=== Activity ===
Retype the data in its entirety, with no word changed.

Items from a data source
:::

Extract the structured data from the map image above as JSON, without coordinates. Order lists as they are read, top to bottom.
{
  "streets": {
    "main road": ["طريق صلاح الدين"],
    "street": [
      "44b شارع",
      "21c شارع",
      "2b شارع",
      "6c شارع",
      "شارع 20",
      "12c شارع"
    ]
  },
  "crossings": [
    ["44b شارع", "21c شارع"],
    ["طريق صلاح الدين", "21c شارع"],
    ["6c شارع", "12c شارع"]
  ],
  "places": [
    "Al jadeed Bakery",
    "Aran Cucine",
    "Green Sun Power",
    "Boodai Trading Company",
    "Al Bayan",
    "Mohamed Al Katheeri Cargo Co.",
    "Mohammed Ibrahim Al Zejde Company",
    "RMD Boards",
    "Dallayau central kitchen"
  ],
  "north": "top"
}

:::

=== Output of the exercise ===
Extract the structured data from the map image above as JSON, without coordinates. Order lists as they are read, top to bottom.
{
  "streets": {
    "main road": ["طريق صلاح الدين"],
    "street": [
      "44b شارع",
      "21c شارع",
      "2b شارع",
      "6c شارع",
      "شارع 20",
      "12c شارع"
    ]
  },
  "crossings": [
    ["44b شارع", "21c شارع"],
    ["طريق صلاح الدين", "21c شارع"],
    ["6c شارع", "12c شارع"]
  ],
  "places": [
    "Al jadeed Bakery",
    "Aran Cucine",
    "Green Sun Power",
    "Boodai Trading Company",
    "Al Bayan",
    "Mohamed Al Katheeri Cargo Co.",
    "Mohammed Ibrahim Al Zejde Company",
    "RMD Boards",
    "Dallayau central kitchen"
  ],
  "north": "top"
}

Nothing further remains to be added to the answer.